*EXERCISE*.
Return all of the data that follows precisely, leaving every image out.

#### PROVIDED INFORMATION ####

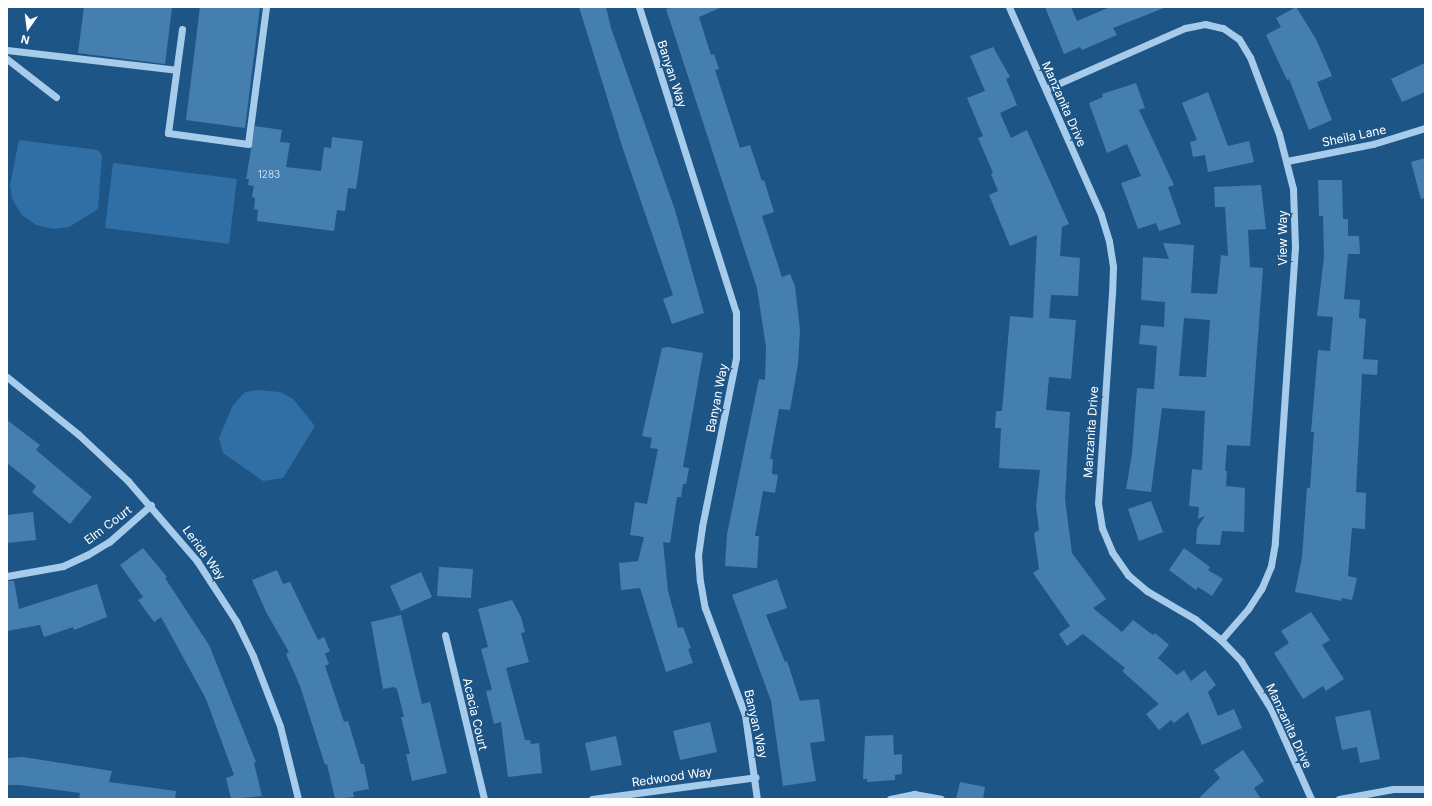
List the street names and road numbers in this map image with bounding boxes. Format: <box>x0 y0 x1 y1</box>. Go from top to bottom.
street label: Banyan Way <box>654 39 690 109</box>
street label: Manzanita Drive <box>1039 59 1089 149</box>
street label: Sheila Lane <box>1321 122 1387 150</box>
street label: View Way <box>1276 210 1290 266</box>
street label: Banyan Way <box>703 362 731 434</box>
street label: Manzanita Drive <box>1081 386 1101 478</box>
street label: Elm Court <box>81 502 135 548</box>
street label: Lerida Way <box>180 523 228 583</box>
street label: Acacia Court <box>460 677 490 751</box>
street label: Manzanita Drive <box>1263 681 1315 771</box>
street label: Banyan Way <box>741 688 771 760</box>
street label: Redwood Way <box>631 764 713 790</box>

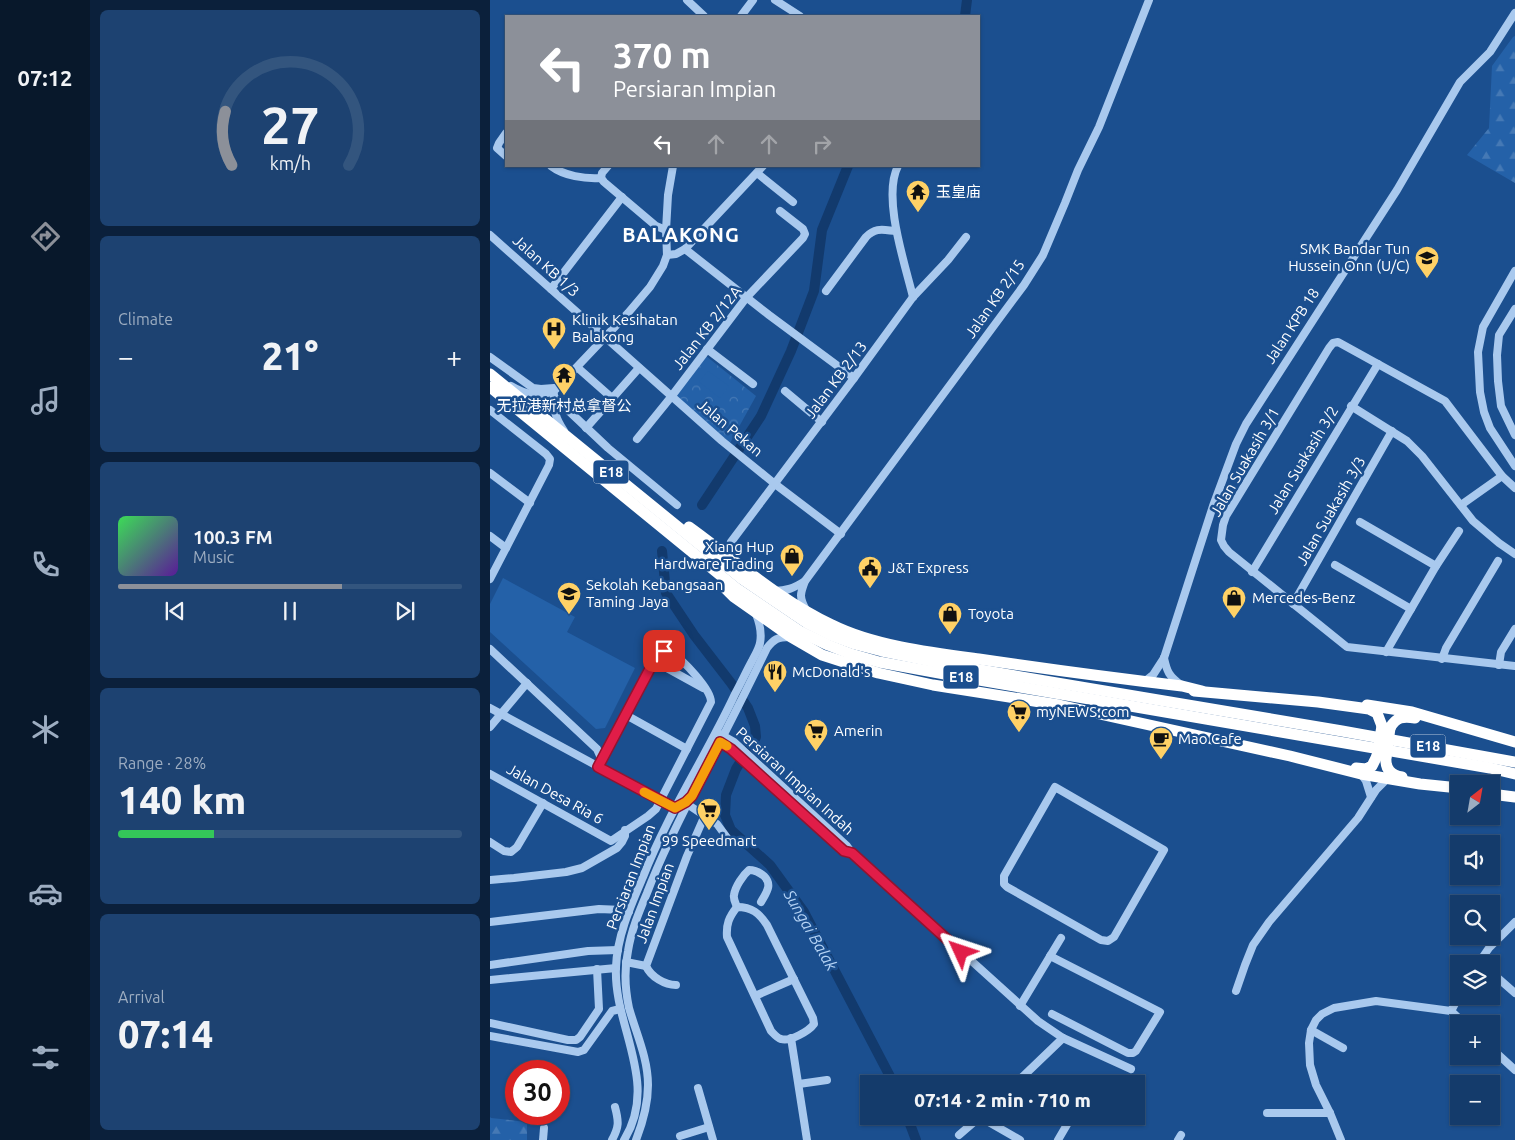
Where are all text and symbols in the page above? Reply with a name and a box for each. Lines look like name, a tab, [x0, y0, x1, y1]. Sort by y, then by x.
icon: left	[530, 35, 595, 100]
text: 370 m	[613, 35, 711, 75]
text: 07:12	[17, 65, 73, 90]
text: Persiaran Impian	[613, 76, 776, 101]
text: 27	[261, 96, 319, 154]
icon: left	[649, 130, 677, 158]
icon: ahead	[702, 130, 730, 158]
icon: ahead	[755, 130, 783, 158]
icon: right	[808, 130, 836, 158]
text: km/h	[269, 153, 311, 173]
temple icon: 玉皇庙	[905, 179, 931, 213]
place label: 玉皇庙	[936, 183, 981, 200]
icon: directions	[28, 219, 63, 254]
district label: BALAKONG	[622, 223, 740, 246]
street label: Jalan KB 1/3	[510, 231, 583, 300]
place label: SMK Bandar Tun Hussein Onn (U/C)	[1288, 240, 1410, 274]
school or university icon: SMK Bandar Tun Hussein Onn (U/C)	[1414, 245, 1440, 279]
street label: Jalan KB 2/15	[961, 256, 1028, 341]
street label: Jalan KB 2/12A	[669, 282, 745, 373]
street label: Jalan KPB 18	[1261, 285, 1322, 367]
text: Climate	[118, 310, 173, 328]
place label: Klinik Kesihatan Balakong	[572, 311, 678, 345]
hospital icon: Klinik Kesihatan Balakong	[541, 316, 567, 350]
text: 21°	[262, 335, 318, 377]
street label: Jalan KB 2/13	[801, 338, 870, 421]
text: −	[118, 341, 134, 372]
text: +	[446, 341, 462, 372]
temple icon: 无拉港新村总拿督公	[551, 362, 577, 396]
icon: music	[28, 383, 63, 418]
street label: Jalan Pekan	[694, 396, 766, 460]
place label: 无拉港新村总拿督公	[496, 397, 632, 414]
street label: Jalan Suakasih 3/2	[1264, 403, 1341, 517]
street label: Jalan Suakasih 3/1	[1207, 404, 1283, 519]
street label: Jalan Suakasih 3/3	[1293, 453, 1369, 568]
road number: E18	[594, 461, 628, 484]
text: 100.3 FM	[193, 526, 273, 548]
place label: Xiang Hup Hardware Trading	[654, 538, 774, 572]
shop icon: Xiang Hup Hardware Trading	[779, 543, 805, 577]
icon: phone	[28, 547, 63, 582]
text: Music	[193, 548, 234, 566]
public building icon: J&T Express	[857, 555, 883, 589]
place label: J&T Express	[888, 559, 969, 576]
place label: Sekolah Kebangsaan Taming Jaya	[586, 576, 723, 610]
school or university icon: Sekolah Kebangsaan Taming Jaya	[556, 581, 582, 615]
shop icon: Mercedes-Benz	[1221, 585, 1247, 619]
place label: Mercedes-Benz	[1252, 589, 1355, 606]
icon: previous	[161, 597, 189, 625]
icon: pause	[276, 597, 304, 625]
icon: next	[391, 597, 419, 625]
shop icon: Toyota	[937, 601, 963, 635]
place label: Toyota	[968, 605, 1014, 622]
pin	[643, 630, 685, 672]
icon: arrive	[650, 637, 678, 665]
restaurant icon: McDonald's	[762, 659, 788, 693]
place label: McDonald's	[792, 663, 870, 680]
road number: E18	[944, 666, 978, 689]
supermarket icon: myNEWS.com	[1006, 699, 1032, 733]
place label: myNEWS.com	[1036, 703, 1130, 720]
icon: climate	[28, 712, 63, 747]
supermarket icon: Amerin	[803, 718, 829, 752]
place label: Amerin	[834, 722, 883, 739]
street label: Persiaran Impian Indah	[733, 723, 858, 838]
cafe icon: Mao Cafe	[1148, 726, 1174, 760]
place label: Mao Cafe	[1178, 730, 1242, 747]
road number: E18	[1410, 734, 1446, 758]
text: Range · 28%	[118, 754, 206, 772]
street label: Jalan Desa Ria 6	[504, 760, 607, 827]
north arrow	[1450, 775, 1500, 825]
map controls	[1450, 775, 1500, 1125]
text: 140 km	[118, 779, 246, 821]
supermarket icon: 99 Speedmart	[696, 797, 722, 831]
street label: Persiaran Impian	[603, 822, 658, 932]
place label: 99 Speedmart	[662, 832, 756, 849]
button: sound	[1450, 835, 1500, 885]
street label: Jalan Impian	[632, 860, 677, 945]
icon: car	[28, 876, 63, 911]
water label: Sungai Balak	[780, 886, 842, 974]
button: search	[1450, 895, 1500, 945]
position arrow	[934, 925, 986, 977]
button: layers	[1450, 955, 1500, 1005]
text: Arrival	[118, 988, 165, 1006]
text: 07:14	[118, 1013, 213, 1055]
button: +	[1450, 1015, 1500, 1065]
icon: filters	[28, 1040, 63, 1075]
speed limit sign: 30	[505, 1060, 570, 1125]
button: −	[1450, 1075, 1500, 1125]
text: 07:14 · 2 min · 710 m	[914, 1089, 1091, 1111]

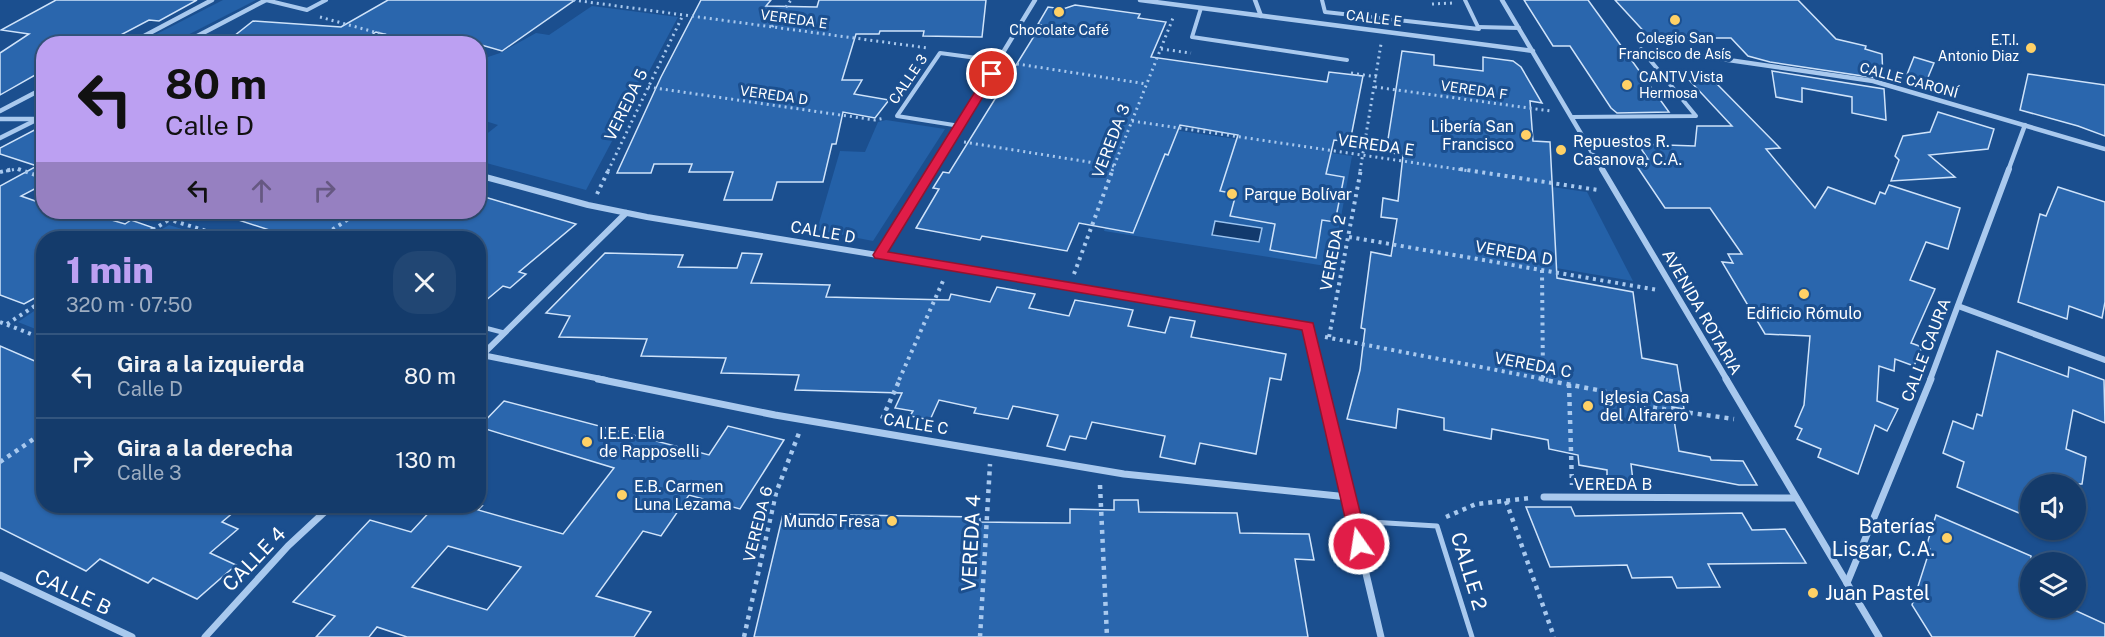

####

*YOUR SOLUTION*.
List the street names and road numbers in this map image with bounding boxes. Format: <box>x0 y0 x1 y1</box>. Go from top to bottom.
street label: Banyan Way <box>654 39 690 109</box>
street label: Manzanita Drive <box>1039 59 1089 149</box>
street label: Sheila Lane <box>1321 122 1387 150</box>
street label: View Way <box>1276 210 1290 266</box>
street label: Banyan Way <box>703 362 731 434</box>
street label: Manzanita Drive <box>1081 386 1101 478</box>
street label: Elm Court <box>81 502 135 548</box>
street label: Lerida Way <box>180 523 228 583</box>
street label: Acacia Court <box>460 677 490 751</box>
street label: Manzanita Drive <box>1263 681 1315 771</box>
street label: Banyan Way <box>741 688 771 760</box>
street label: Redwood Way <box>631 764 713 790</box>

Where are all text and symbols in the page above? Reply with a name and a box for each. Lines look like name, a tab, [x0, y0, x1, y1]. Sort by y, then by x.
icon: left	[530, 35, 595, 100]
text: 370 m	[613, 35, 711, 75]
text: 07:12	[17, 65, 73, 90]
text: Persiaran Impian	[613, 76, 776, 101]
text: 27	[261, 96, 319, 154]
icon: left	[649, 130, 677, 158]
icon: ahead	[702, 130, 730, 158]
icon: ahead	[755, 130, 783, 158]
icon: right	[808, 130, 836, 158]
text: km/h	[269, 153, 311, 173]
temple icon: 玉皇庙	[905, 179, 931, 213]
place label: 玉皇庙	[936, 183, 981, 200]
icon: directions	[28, 219, 63, 254]
district label: BALAKONG	[622, 223, 740, 246]
street label: Jalan KB 1/3	[510, 231, 583, 300]
place label: SMK Bandar Tun Hussein Onn (U/C)	[1288, 240, 1410, 274]
school or university icon: SMK Bandar Tun Hussein Onn (U/C)	[1414, 245, 1440, 279]
street label: Jalan KB 2/15	[961, 256, 1028, 341]
street label: Jalan KB 2/12A	[669, 282, 745, 373]
street label: Jalan KPB 18	[1261, 285, 1322, 367]
text: Climate	[118, 310, 173, 328]
place label: Klinik Kesihatan Balakong	[572, 311, 678, 345]
hospital icon: Klinik Kesihatan Balakong	[541, 316, 567, 350]
text: 21°	[262, 335, 318, 377]
street label: Jalan KB 2/13	[801, 338, 870, 421]
text: −	[118, 341, 134, 372]
text: +	[446, 341, 462, 372]
temple icon: 无拉港新村总拿督公	[551, 362, 577, 396]
icon: music	[28, 383, 63, 418]
street label: Jalan Pekan	[694, 396, 766, 460]
place label: 无拉港新村总拿督公	[496, 397, 632, 414]
street label: Jalan Suakasih 3/2	[1264, 403, 1341, 517]
street label: Jalan Suakasih 3/1	[1207, 404, 1283, 519]
street label: Jalan Suakasih 3/3	[1293, 453, 1369, 568]
road number: E18	[594, 461, 628, 484]
text: 100.3 FM	[193, 526, 273, 548]
place label: Xiang Hup Hardware Trading	[654, 538, 774, 572]
shop icon: Xiang Hup Hardware Trading	[779, 543, 805, 577]
icon: phone	[28, 547, 63, 582]
text: Music	[193, 548, 234, 566]
public building icon: J&T Express	[857, 555, 883, 589]
place label: J&T Express	[888, 559, 969, 576]
place label: Sekolah Kebangsaan Taming Jaya	[586, 576, 723, 610]
school or university icon: Sekolah Kebangsaan Taming Jaya	[556, 581, 582, 615]
shop icon: Mercedes-Benz	[1221, 585, 1247, 619]
place label: Mercedes-Benz	[1252, 589, 1355, 606]
icon: previous	[161, 597, 189, 625]
icon: pause	[276, 597, 304, 625]
icon: next	[391, 597, 419, 625]
shop icon: Toyota	[937, 601, 963, 635]
place label: Toyota	[968, 605, 1014, 622]
pin	[643, 630, 685, 672]
icon: arrive	[650, 637, 678, 665]
restaurant icon: McDonald's	[762, 659, 788, 693]
place label: McDonald's	[792, 663, 870, 680]
road number: E18	[944, 666, 978, 689]
supermarket icon: myNEWS.com	[1006, 699, 1032, 733]
place label: myNEWS.com	[1036, 703, 1130, 720]
icon: climate	[28, 712, 63, 747]
supermarket icon: Amerin	[803, 718, 829, 752]
place label: Amerin	[834, 722, 883, 739]
street label: Persiaran Impian Indah	[733, 723, 858, 838]
cafe icon: Mao Cafe	[1148, 726, 1174, 760]
place label: Mao Cafe	[1178, 730, 1242, 747]
road number: E18	[1410, 734, 1446, 758]
text: Range · 28%	[118, 754, 206, 772]
street label: Jalan Desa Ria 6	[504, 760, 607, 827]
north arrow	[1450, 775, 1500, 825]
map controls	[1450, 775, 1500, 1125]
text: 140 km	[118, 779, 246, 821]
supermarket icon: 99 Speedmart	[696, 797, 722, 831]
street label: Persiaran Impian	[603, 822, 658, 932]
place label: 99 Speedmart	[662, 832, 756, 849]
button: sound	[1450, 835, 1500, 885]
street label: Jalan Impian	[632, 860, 677, 945]
icon: car	[28, 876, 63, 911]
water label: Sungai Balak	[780, 886, 842, 974]
button: search	[1450, 895, 1500, 945]
position arrow	[934, 925, 986, 977]
button: layers	[1450, 955, 1500, 1005]
text: Arrival	[118, 988, 165, 1006]
text: 07:14	[118, 1013, 213, 1055]
button: +	[1450, 1015, 1500, 1065]
icon: filters	[28, 1040, 63, 1075]
speed limit sign: 30	[505, 1060, 570, 1125]
button: −	[1450, 1075, 1500, 1125]
text: 07:14 · 2 min · 710 m	[914, 1089, 1091, 1111]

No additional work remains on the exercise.